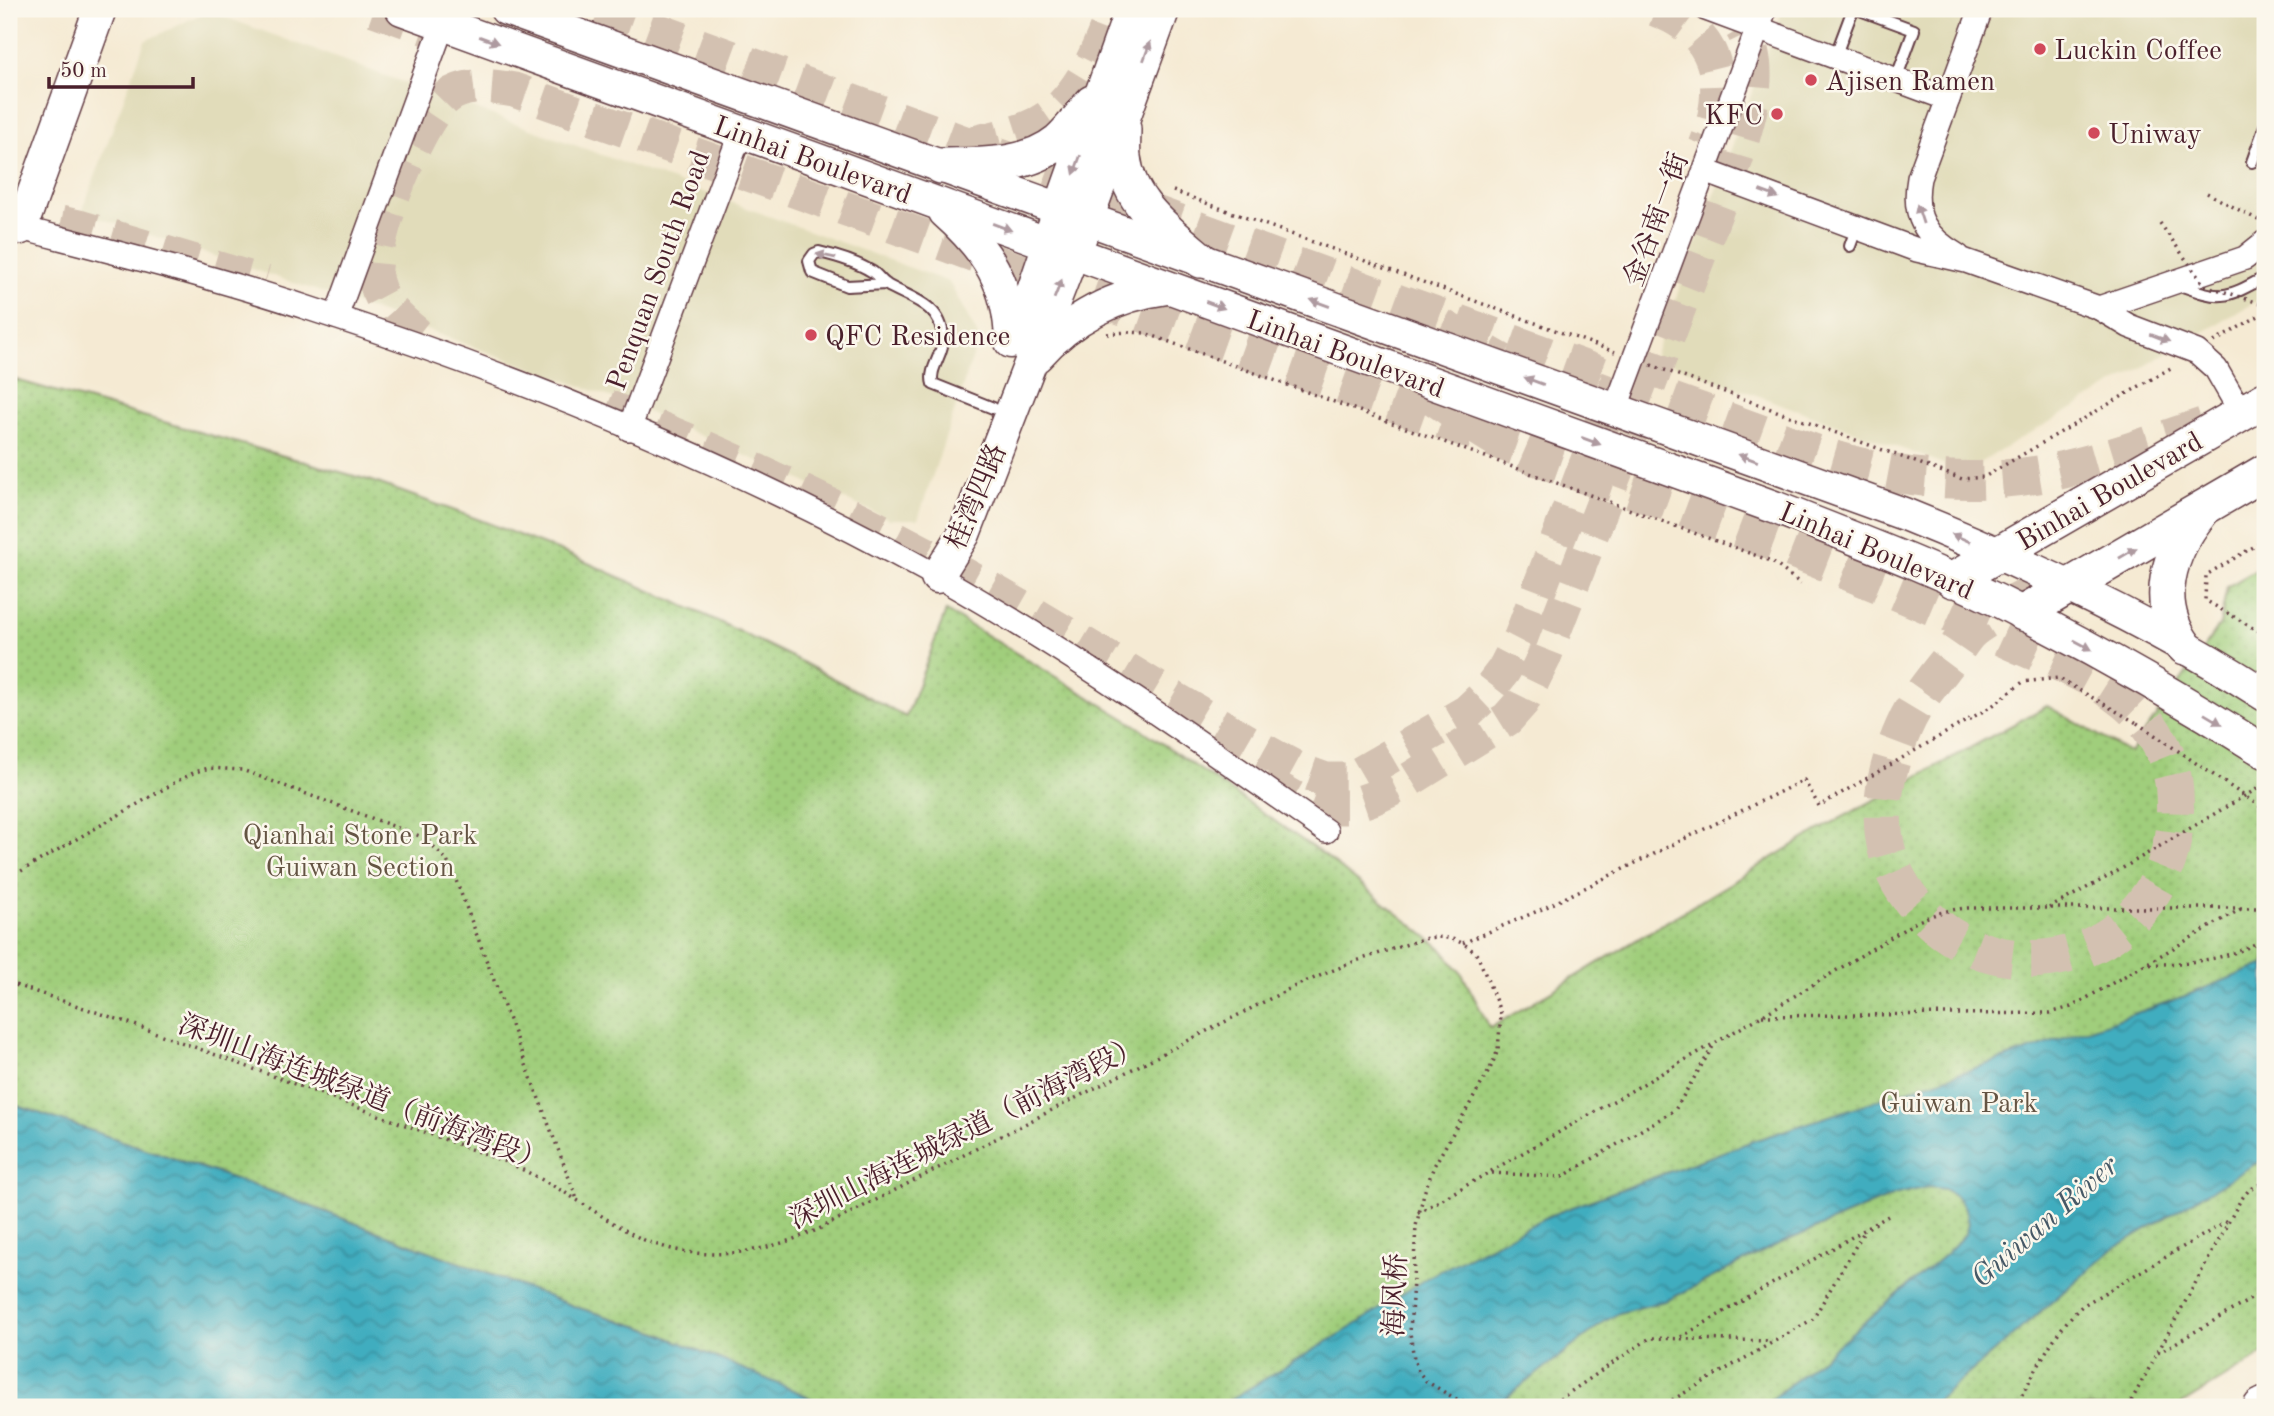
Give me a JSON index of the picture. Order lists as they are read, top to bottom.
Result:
{
  "streets": {
    "main road": ["Linhai Boulevard", "Binhai Boulevard", "桂湾四路"],
    "street": ["金谷南一街", "Penquan South Road"],
    "path": ["深圳山海连城绿道（前海湾段）", "海风桥"]
  },
  "crossings": [
    ["Linhai Boulevard", "金谷南一街"],
    ["Linhai Boulevard", "Penquan South Road"],
    ["Linhai Boulevard", "Binhai Boulevard"],
    ["Linhai Boulevard", "桂湾四路"],
    ["深圳山海连城绿道（前海湾段）", "海风桥"]
  ],
  "water": ["Guiwan River"],
  "parks": ["Qianhai Stone Park Guiwan Section", "Guiwan Park"],
  "places": [
    "Luckin Coffee",
    "Ajisen Ramen",
    "KFC",
    "Uniway",
    "QFC Residence"
  ],
  "scale_bar": "50 m"
}
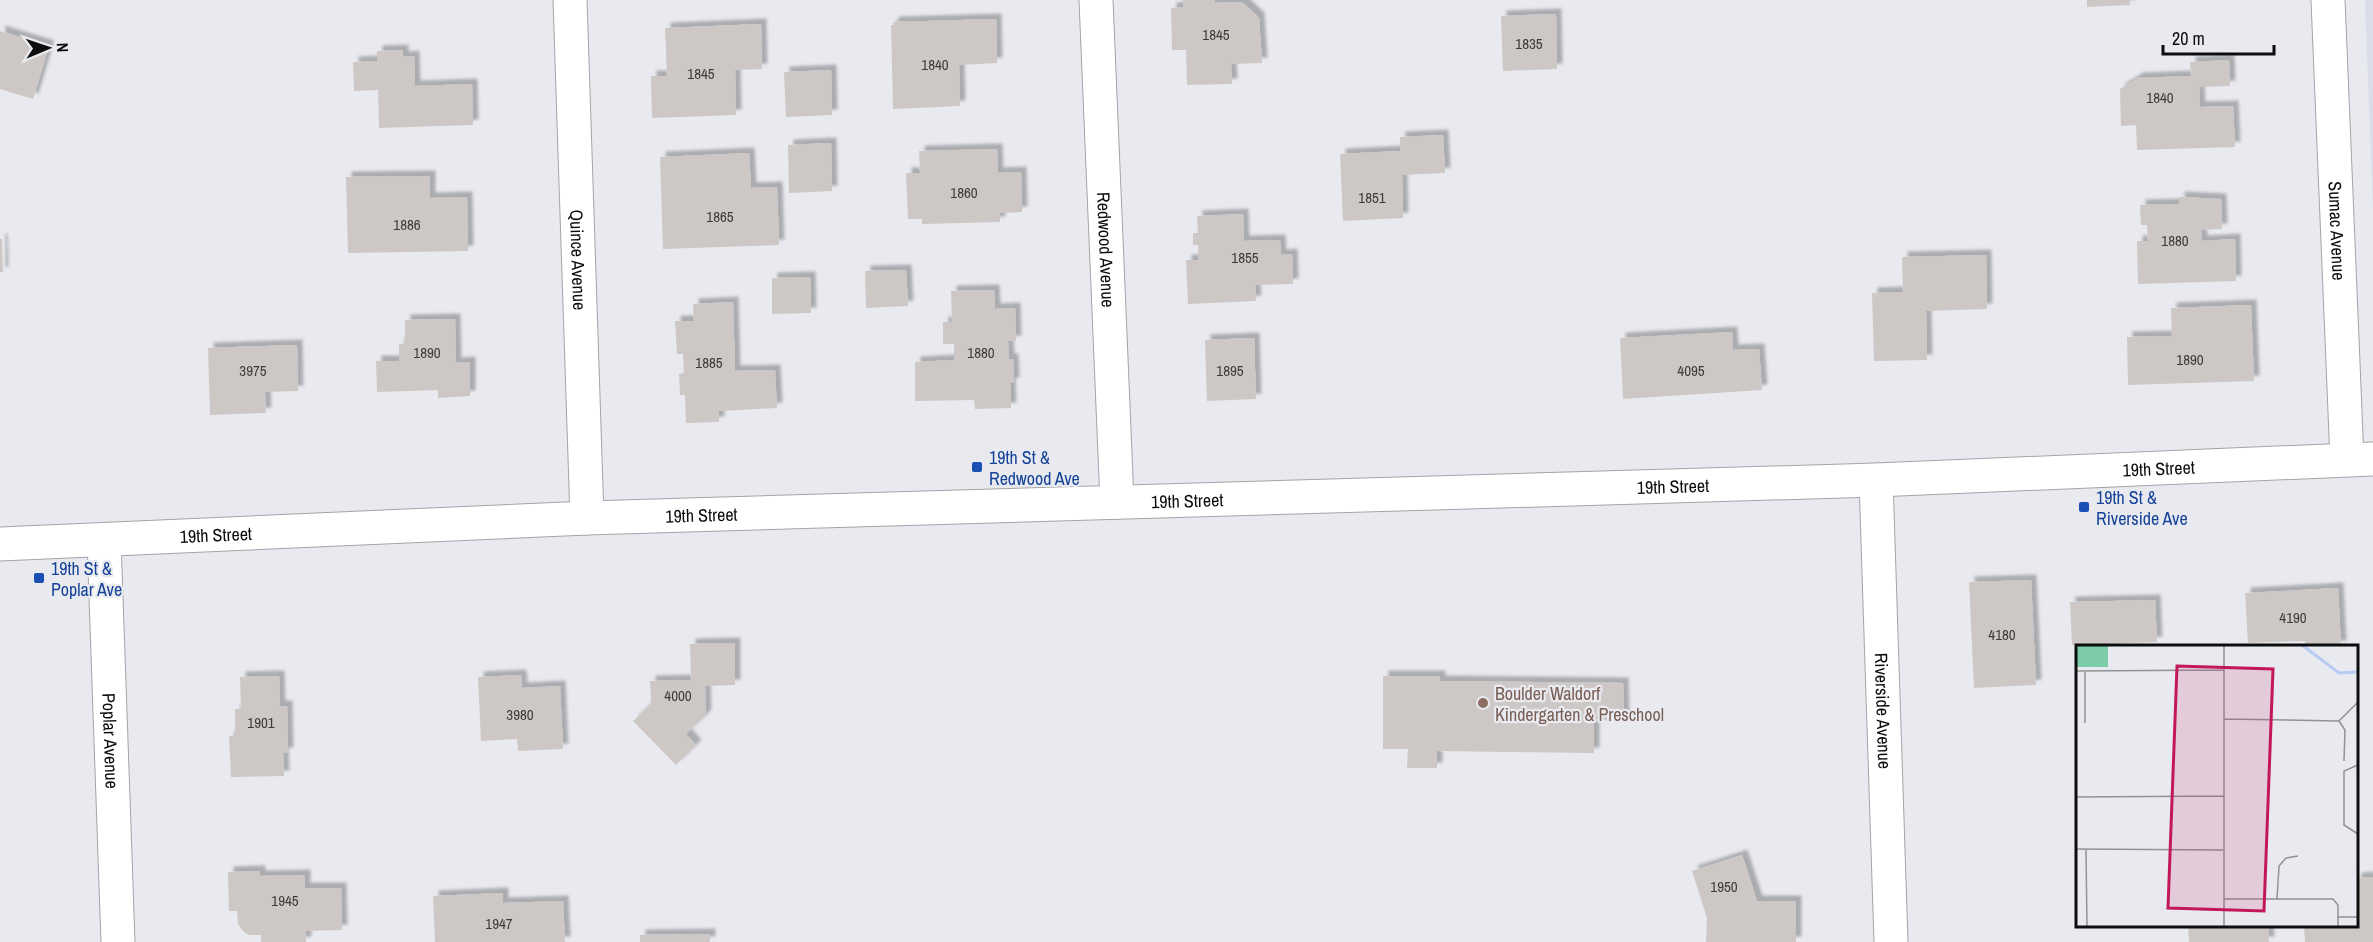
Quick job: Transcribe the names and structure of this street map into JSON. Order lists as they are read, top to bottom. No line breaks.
{"streets":{"street":["Sumac Avenue","Redwood Avenue","Quince Avenue","19th Street","Riverside Avenue","Poplar Avenue"]},"crossings":[["Sumac Avenue","19th Street"],["Redwood Avenue","19th Street"],["Quince Avenue","19th Street"],["19th Street","Riverside Avenue"],["19th Street","Poplar Avenue"]],"places":{"transit":["19th St & Redwood Ave","19th St & Riverside Ave","19th St & Poplar Ave"],"other":["Boulder Waldorf Kindergarten & Preschool"]},"house_numbers":["1845","1835","1840","1845","1840","1860","1851","1865","1886","1880","1855","1890","1880","1890","1885","3975","1895","4095","4190","4180","4000","3980","1901","1950","1945","1947"],"scale_bar":"20 m","north":"right"}
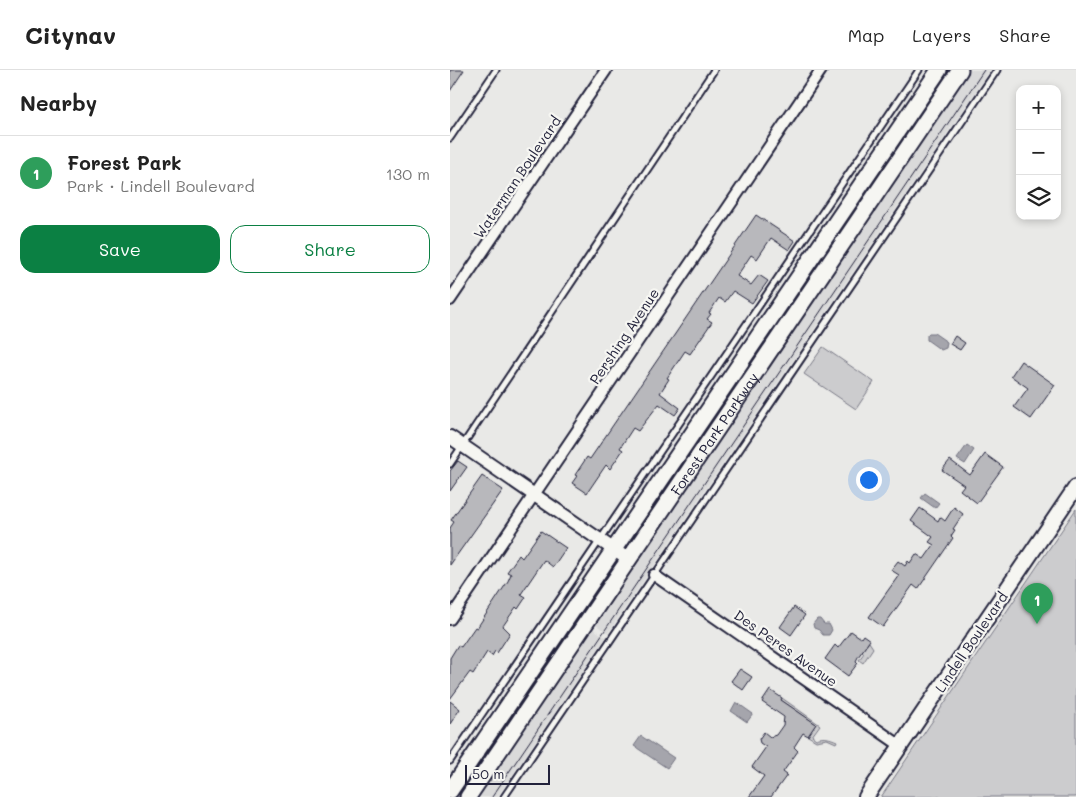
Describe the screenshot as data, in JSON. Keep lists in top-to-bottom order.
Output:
{
  "streets": {
    "main road": ["Forest Park Parkway", "Lindell Boulevard"],
    "street": ["Waterman Boulevard", "Pershing Avenue", "Des Peres Avenue"]
  },
  "crossings": [
    ["Lindell Boulevard", "Des Peres Avenue"]
  ],
  "scale_bar": "50 m",
  "page": {
    "header": "Citynav",
    "nav": ["Map", "Layers", "Share"],
    "heading": "Nearby",
    "map_buttons": ["+", "−"],
    "list": [
      {
        "mark": "1",
        "name": "Forest Park",
        "note": "Park · Lindell Boulevard",
        "value": "130 m"
      }
    ],
    "buttons": ["Save", "Share"],
    "pins": "1",
    "scale": "50 m"
  }
}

Problem: The records above, minus their pictures, are to be returned word for word.

Your solution:
Give me a JSON index of the picture. Order lists as they are read, top to bottom.
Result:
{
  "streets": {
    "main road": ["Linhai Boulevard", "Binhai Boulevard", "桂湾四路"],
    "street": ["金谷南一街", "Penquan South Road"],
    "path": ["深圳山海连城绿道（前海湾段）", "海风桥"]
  },
  "crossings": [
    ["Linhai Boulevard", "金谷南一街"],
    ["Linhai Boulevard", "Penquan South Road"],
    ["Linhai Boulevard", "Binhai Boulevard"],
    ["Linhai Boulevard", "桂湾四路"],
    ["深圳山海连城绿道（前海湾段）", "海风桥"]
  ],
  "water": ["Guiwan River"],
  "parks": ["Qianhai Stone Park Guiwan Section", "Guiwan Park"],
  "places": [
    "Luckin Coffee",
    "Ajisen Ramen",
    "KFC",
    "Uniway",
    "QFC Residence"
  ],
  "scale_bar": "50 m"
}
Quick job: Transcribe the names and structure of this street map into JSON. Order lists as they are read, top to bottom. No line breaks.
{"streets":{"street":["Sumac Avenue","Redwood Avenue","Quince Avenue","19th Street","Riverside Avenue","Poplar Avenue"]},"crossings":[["Sumac Avenue","19th Street"],["Redwood Avenue","19th Street"],["Quince Avenue","19th Street"],["19th Street","Riverside Avenue"],["19th Street","Poplar Avenue"]],"places":{"transit":["19th St & Redwood Ave","19th St & Riverside Ave","19th St & Poplar Ave"],"other":["Boulder Waldorf Kindergarten & Preschool"]},"house_numbers":["1845","1835","1840","1845","1840","1860","1851","1865","1886","1880","1855","1890","1880","1890","1885","3975","1895","4095","4190","4180","4000","3980","1901","1950","1945","1947"],"scale_bar":"20 m","north":"right"}
Describe the screenshot as data, in JSON. Keep lists in top-to-bottom order.
Output:
{
  "streets": {
    "main road": ["Forest Park Parkway", "Lindell Boulevard"],
    "street": ["Waterman Boulevard", "Pershing Avenue", "Des Peres Avenue"]
  },
  "crossings": [
    ["Lindell Boulevard", "Des Peres Avenue"]
  ],
  "scale_bar": "50 m",
  "page": {
    "header": "Citynav",
    "nav": ["Map", "Layers", "Share"],
    "heading": "Nearby",
    "map_buttons": ["+", "−"],
    "list": [
      {
        "mark": "1",
        "name": "Forest Park",
        "note": "Park · Lindell Boulevard",
        "value": "130 m"
      }
    ],
    "buttons": ["Save", "Share"],
    "pins": "1",
    "scale": "50 m"
  }
}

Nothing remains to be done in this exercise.